Points2Reward: Robotic Manipulation Rewards from Just One Video

Overview of Points2Reward

Points2Reward takes a demonstration video and a rollout video as input. We use semantic point correspondence and off-the-shelf point tracking to generate matching point tracks of the demonstration and rollout video. We then use the two point tracks to compute a goal-based reward.

Abstract

Detailed and dense reward functions provided clearly graded signals that enable a robot to evaluate and improve its policy, but generating such functions for new tasks is often cumbersome and expertise-intensive. On the other hand, end users can often easily record a video demonstrating the desired object trajectories and goal configurations involved in a new skill, but we lack methods to reliably learn from such a simple specification.
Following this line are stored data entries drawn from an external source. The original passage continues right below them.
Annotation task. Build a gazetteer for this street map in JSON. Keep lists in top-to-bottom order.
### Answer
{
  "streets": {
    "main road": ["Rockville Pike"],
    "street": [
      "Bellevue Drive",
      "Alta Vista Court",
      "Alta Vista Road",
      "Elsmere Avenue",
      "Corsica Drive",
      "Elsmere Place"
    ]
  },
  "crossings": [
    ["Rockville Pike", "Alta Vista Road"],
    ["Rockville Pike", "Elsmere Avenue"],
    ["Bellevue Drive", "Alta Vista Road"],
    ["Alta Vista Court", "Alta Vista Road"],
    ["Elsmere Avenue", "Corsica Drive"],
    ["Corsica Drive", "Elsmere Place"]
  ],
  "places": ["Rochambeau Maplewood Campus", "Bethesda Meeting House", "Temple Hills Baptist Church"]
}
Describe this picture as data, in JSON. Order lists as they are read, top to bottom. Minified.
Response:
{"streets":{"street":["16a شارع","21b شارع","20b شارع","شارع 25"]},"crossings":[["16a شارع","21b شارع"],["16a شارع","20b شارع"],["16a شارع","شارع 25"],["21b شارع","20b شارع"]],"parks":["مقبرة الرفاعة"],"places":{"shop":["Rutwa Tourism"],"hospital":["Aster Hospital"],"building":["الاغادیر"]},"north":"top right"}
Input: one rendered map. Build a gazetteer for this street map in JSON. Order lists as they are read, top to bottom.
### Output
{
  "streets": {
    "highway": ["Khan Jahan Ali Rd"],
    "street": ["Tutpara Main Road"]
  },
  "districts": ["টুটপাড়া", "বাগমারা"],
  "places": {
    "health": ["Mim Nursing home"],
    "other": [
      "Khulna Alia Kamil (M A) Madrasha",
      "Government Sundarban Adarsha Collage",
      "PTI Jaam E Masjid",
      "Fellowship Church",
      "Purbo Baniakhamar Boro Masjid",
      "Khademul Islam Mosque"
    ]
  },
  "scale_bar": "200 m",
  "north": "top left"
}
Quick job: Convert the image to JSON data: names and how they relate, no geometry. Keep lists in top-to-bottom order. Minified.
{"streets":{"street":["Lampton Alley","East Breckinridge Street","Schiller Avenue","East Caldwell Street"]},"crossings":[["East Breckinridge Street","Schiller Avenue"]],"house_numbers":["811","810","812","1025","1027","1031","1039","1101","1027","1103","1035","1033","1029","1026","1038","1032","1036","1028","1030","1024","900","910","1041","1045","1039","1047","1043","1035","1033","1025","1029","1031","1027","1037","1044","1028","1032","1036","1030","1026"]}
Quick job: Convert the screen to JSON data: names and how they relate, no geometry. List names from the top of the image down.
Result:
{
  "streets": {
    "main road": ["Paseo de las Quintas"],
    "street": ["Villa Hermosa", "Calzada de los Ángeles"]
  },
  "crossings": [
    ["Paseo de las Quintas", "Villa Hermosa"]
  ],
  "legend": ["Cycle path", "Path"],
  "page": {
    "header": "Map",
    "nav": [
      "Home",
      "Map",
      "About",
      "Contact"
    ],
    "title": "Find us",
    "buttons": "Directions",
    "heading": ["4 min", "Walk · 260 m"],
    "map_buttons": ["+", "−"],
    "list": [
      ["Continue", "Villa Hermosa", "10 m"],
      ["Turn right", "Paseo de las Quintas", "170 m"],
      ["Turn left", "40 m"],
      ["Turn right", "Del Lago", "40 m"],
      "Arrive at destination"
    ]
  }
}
We propose "Points2Reward" (P2R), which effectively computes dense rewards from a single video. To do this, P2R tracks task-relevant object points in task demonstrations and policy rollouts, and matches them to compare the desired and achieved object trajectories to generate reward scores. Exploiting recent advances in point tracking and semantic point correspondences, P2R produces high-quality rewards even under significant domain gaps between the demo video and the robot setup, such as embodiment gaps (human vs. robot) or camera viewpoint changes. We demonstrate that P2R correctly evaluates trajectories of varying quality in diverse real-world settings as well as in nine simulated manipulation tasks in standard benchmark suites. We further demonstrate that P2R policy evaluations enable improved downstream policy synthesis in the simulated tasks.